Testing furnaces to save money and lives - KTTC Rochester, Austin, Mason City News, Weather and Sports

Testing furnaces to save money and lives


ROCHESTER, Minn. (KTTC) -- The beautiful weather Saturday has delayed the yearly ritual of turning the furnace on for a few days, but that time is coming. For people that normally cannot afford a yearly furnace testing, it is a very important day.

Turning on the furnace seems like a simple task, but it is not as easy, or as safe, as just flipping a switch. It is important to get a furnace tested before turning it on full time. But a test is another expense, something people may not be able to afford.

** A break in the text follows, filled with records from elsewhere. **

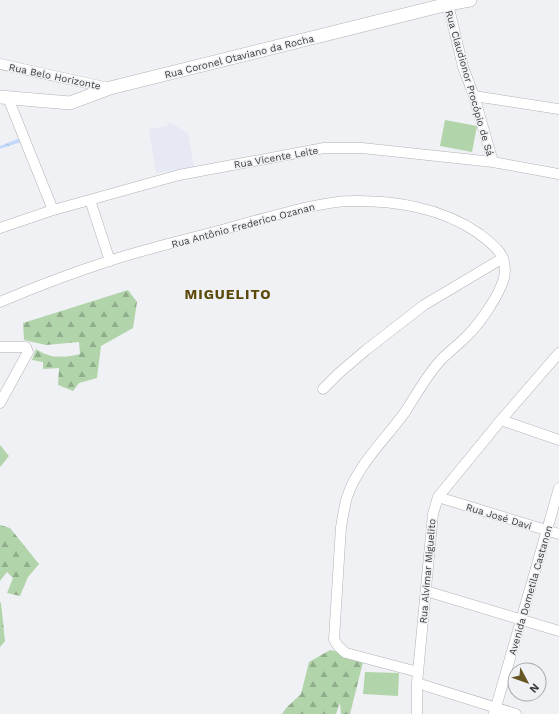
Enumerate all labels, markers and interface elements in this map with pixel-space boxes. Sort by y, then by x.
street label: Rua Claudionor Procópio de Sá [443,9,496,158]
street label: Rua Coronel Otaviano da Rocha [163,32,315,80]
street label: Rua Belo Horizonte [8,61,102,92]
street label: Rua Vicente Leite [233,145,319,170]
street label: Rua Antônio Frederico Ozanan [170,201,316,250]
district label: MIGUELITO [184,286,272,302]
street label: Rua José Davi [465,501,533,532]
street label: Rua Alvimar Miguelito [417,518,438,624]
street label: Avenida Dometila Castanon [507,524,554,656]
north arrow [507,662,547,702]
text: N [527,681,542,696]

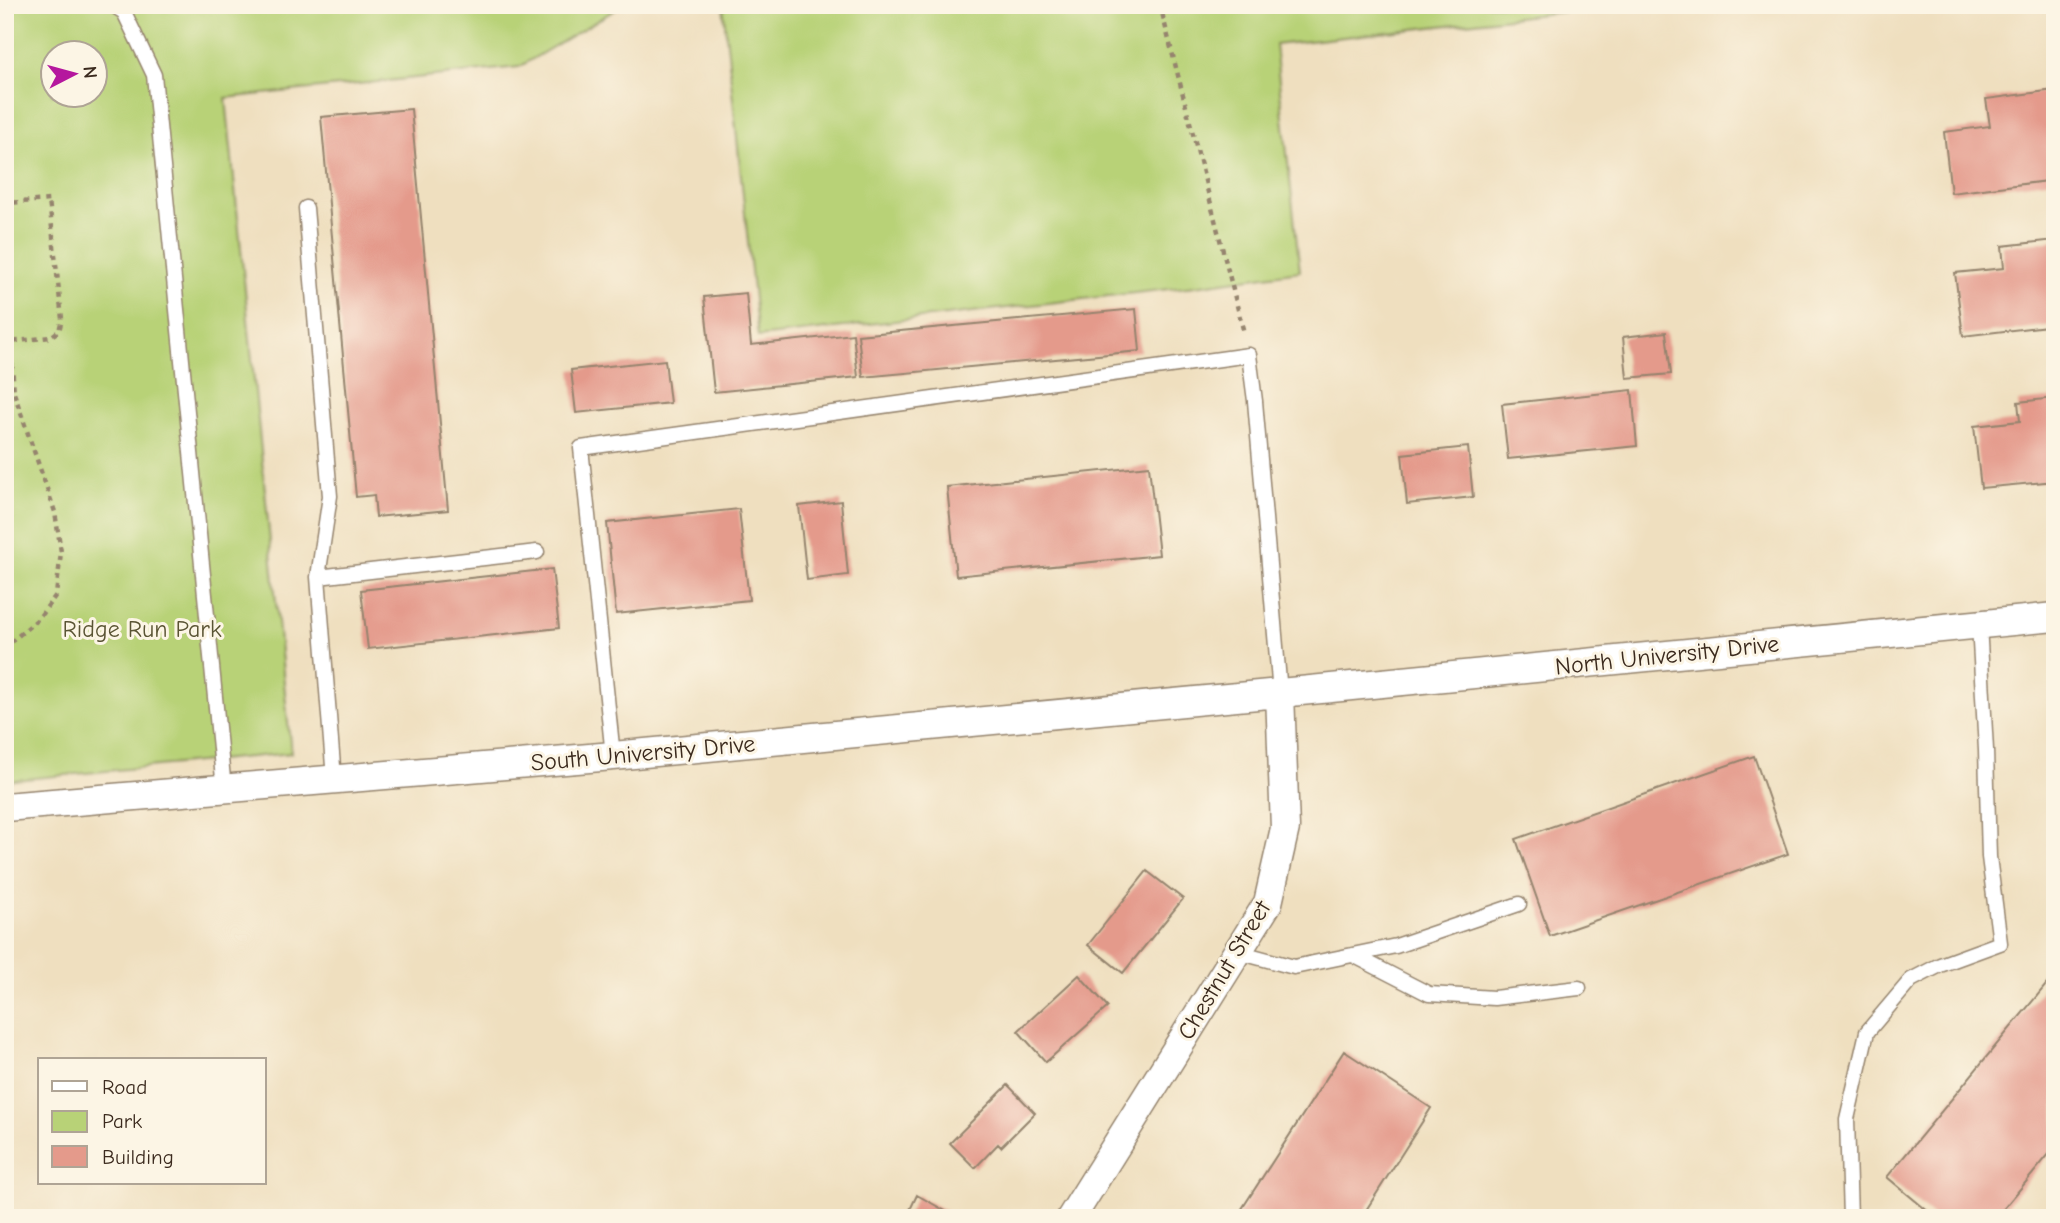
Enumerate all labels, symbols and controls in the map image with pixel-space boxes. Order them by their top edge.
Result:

That is where the "Heat's On" program comes in.

"What we offer is safety for the end user," said Tony Regner with the Rochester Plumbers and Pipefitters Local #6. "At the end of the day, we want to make sure that their furnaces are running efficiently as well as safely. When they turn this on, we don't want them to get exposed to carbon monoxide or any other dangers that potentially exist there."

Aimed at helping the elderly and low-income families stay safe, a furnace inspection is given to those that qualify, to make sure the furnace is not only efficient, but safe as well.

"Same but different on each one," said Mike Decklever with Decklever Mechanical Inc, one of the companies helping with inspections. "Just make sure that the chimney is good and venting is fine. Make sure they're safe, first of all, and then do some tuning and cleaning on them to make sure they are going to run efficiently for the winter."

A full day of inspections often reveal no problems at all, but 5 percent of homes tested statewide have issues, which is why people are happy to have the service to protect them.

"It is senior citizens and it is an expense," said Ann Crowe with Energy Assistance of Olmsted County. "As Tony said before, a lot of them think that when you turn the furnace on you just turn the thermostat on, but there is a lot of things that can go wrong behind that thermostat. So they're all just very happy for the service and they're very grateful."

One days work around Rochester may be enough to save money and save lives.

The "Heat's On" program has been in Minnesota for 26 years and has serviced over 7,000 homes.